Berdasarkan uraian di atas terhadap kasus rekayasa Berita Acara Pemeriksaan (BAP)
yang dilakukan oleh penyidik jelas-jelas sangat merugikan seorang tersangka dan bahkan
memberatkannya, yang dimana seharusnya penyidik bersikap objektif dalam memeriksa
seorang tersangka dan saksi-saki dalam suatu kasus pidana yang sedang diproses tersebut
supaya terjadi kepastiaan hukum demi tercapainya tujuan hukum.

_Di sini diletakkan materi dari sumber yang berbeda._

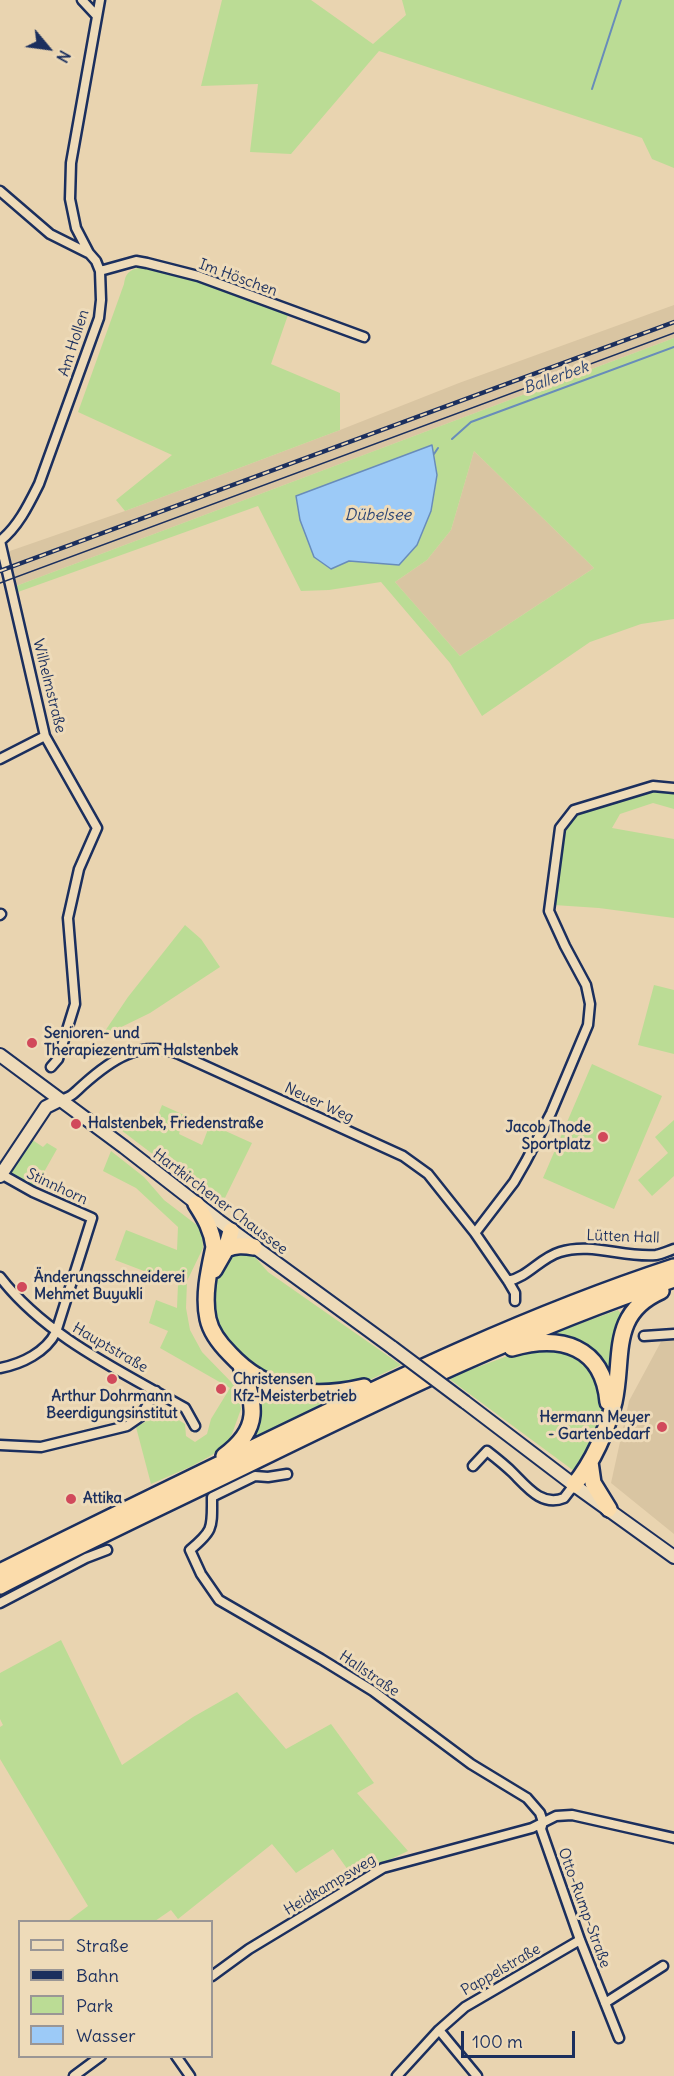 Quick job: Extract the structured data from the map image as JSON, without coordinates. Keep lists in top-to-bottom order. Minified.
{"streets":{"main road":["Hartkirchener Chaussee"],"street":["Im Höschen","Am Hollen","Wilhelmstraße","Neuer Weg","Stinnhorn","Lütten Hall","Hauptstraße","Hallstraße","Heidkampsweg","Otto-Rump-Straße","Pappelstraße"]},"crossings":[["Im Höschen","Am Hollen"],["Am Hollen","Wilhelmstraße"],["Neuer Weg","Hartkirchener Chaussee"],["Neuer Weg","Lütten Hall"],["Stinnhorn","Hauptstraße"],["Hallstraße","Heidkampsweg"],["Hallstraße","Otto-Rump-Straße"],["Heidkampsweg","Otto-Rump-Straße"],["Otto-Rump-Straße","Pappelstraße"]],"water":["Ballerbek","Dübelsee"],"places":["Senioren- und Therapiezentrum Halstenbek","Halstenbek, Friedenstraße","Jacob Thode Sportplatz","Änderungsschneiderei Mehmet Buyukli","Arthur Dohrmann Beerdigungsinstitut","Christensen Kfz-Meisterbetrieb","Hermann Meyer - Gartenbedarf","Attika"],"legend":["Straße","Bahn","Park","Wasser"],"scale_bar":"100 m","north":"bottom right"} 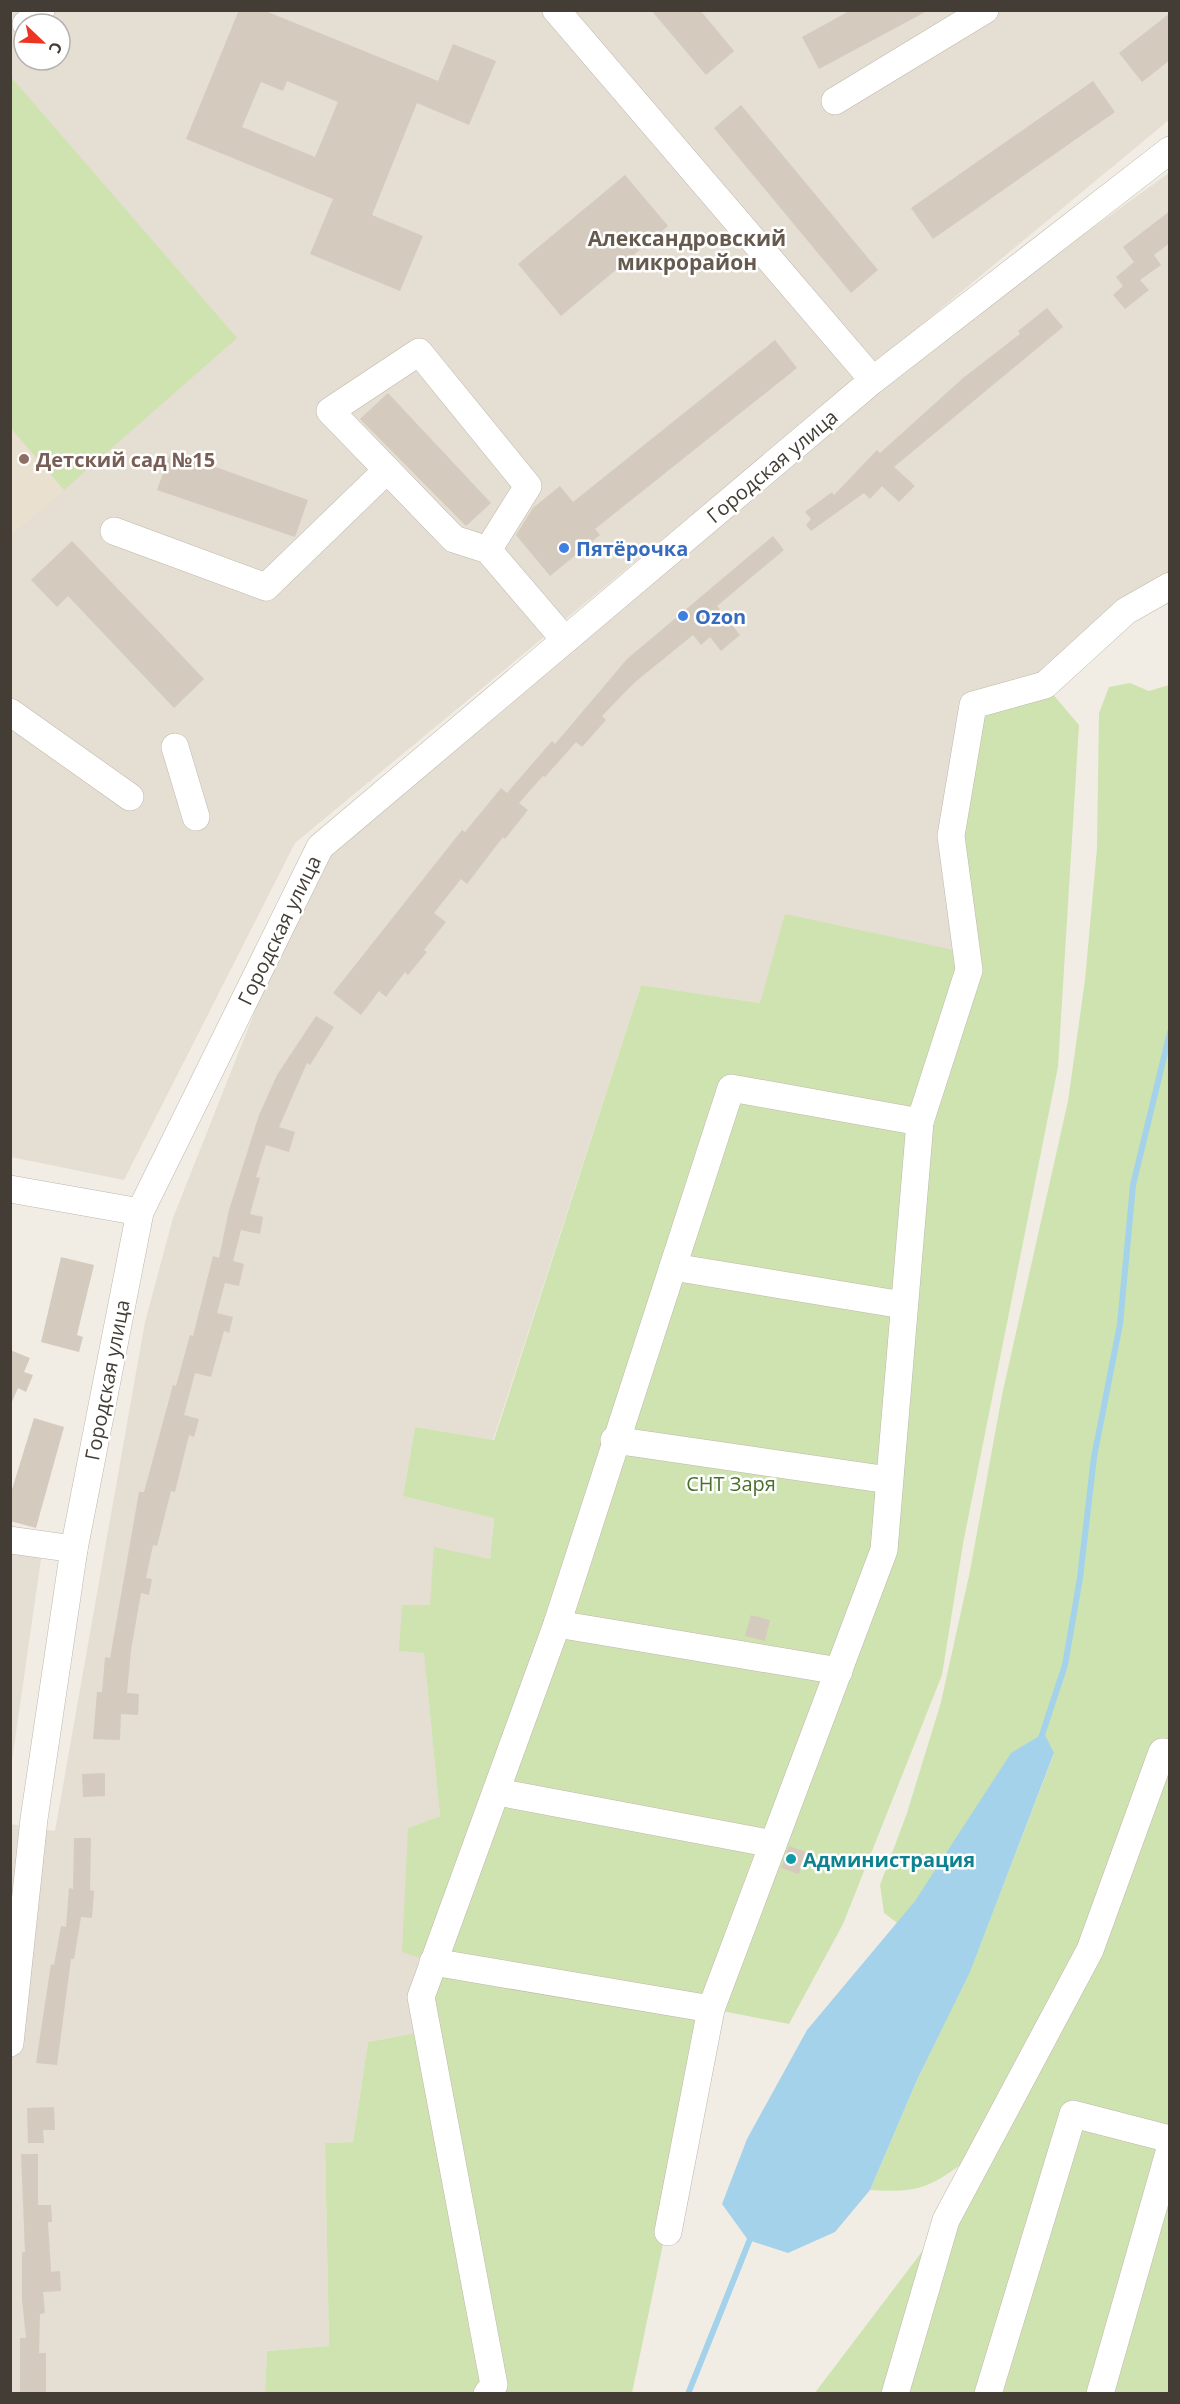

Berdasarkan latar belakang tersebut maka penulisan hukum ini dibuat berdasarkan
metode penulisan deskriptif analitis dengan pendekatan yuridis normatif, dan merujuk
pada UU No 8 Tahun 1981 Tentang Hukum Acara Pidana serta di hubungkan dengan
Keputusan Kapolri No. 12 tahun 2009 tentang Pengawasan dan Pengendalian Penanganan
Perkara Pidana di Lingkungan Kepolisian Negara Republik Indonesia, mengingat
penelitian ini bertitik tumpu pada norma hukum dan asas-asas hukum pidana dalam
hukum positif serta nilai-nilai yang hidup dalam masyarakat, maka teknik pengumpulan
data penulis menggunakan studi kepustakaan yang didapat dari media cetak dan
elektronik, serta wawancara dilapangan.
Dengan demikian dalam melakukan pemeriksaan penyidik tidak dapat melakukan
kekerasan yang merupakan ancaman bagi tersangka, selalu mengedepankan hak-hak
tersangka, apabila terdapat rekayasa BAP karena adanya intimidasi yang berujung
kriminalisasi terhadap tersangka, Atas dasar hukum yang berlaku maka dalam proses
pemeriksaan pendahuluan seorang tersangka tidak dapat diperlakukan sebagai Terdakwa
(obyek) yang harus diperiksa, melainkan tersangka dilakukan sebagai subyek.. Ketentuan
ini jelas terdapat dalam pasal di atas (Pasal 52 dan 184 ayat 1) KUHAP dan Dalam upaya
mencegah terjadinya rekayasa BAP, diperlukan penataan kewenangan dalam proses
hukum pidana karena terlihat pada fakta yang menunjukan penumpukan kewenangan
pada polisi dengan fungsi penyidikan dan penyelidikan. Kontrol dan akuntabilitas
diperlukan dalam pengawasan institusi setiap divisi guna terciptanya profesionalitas yang
mengurangi resiko kesalahan prosedur kerja.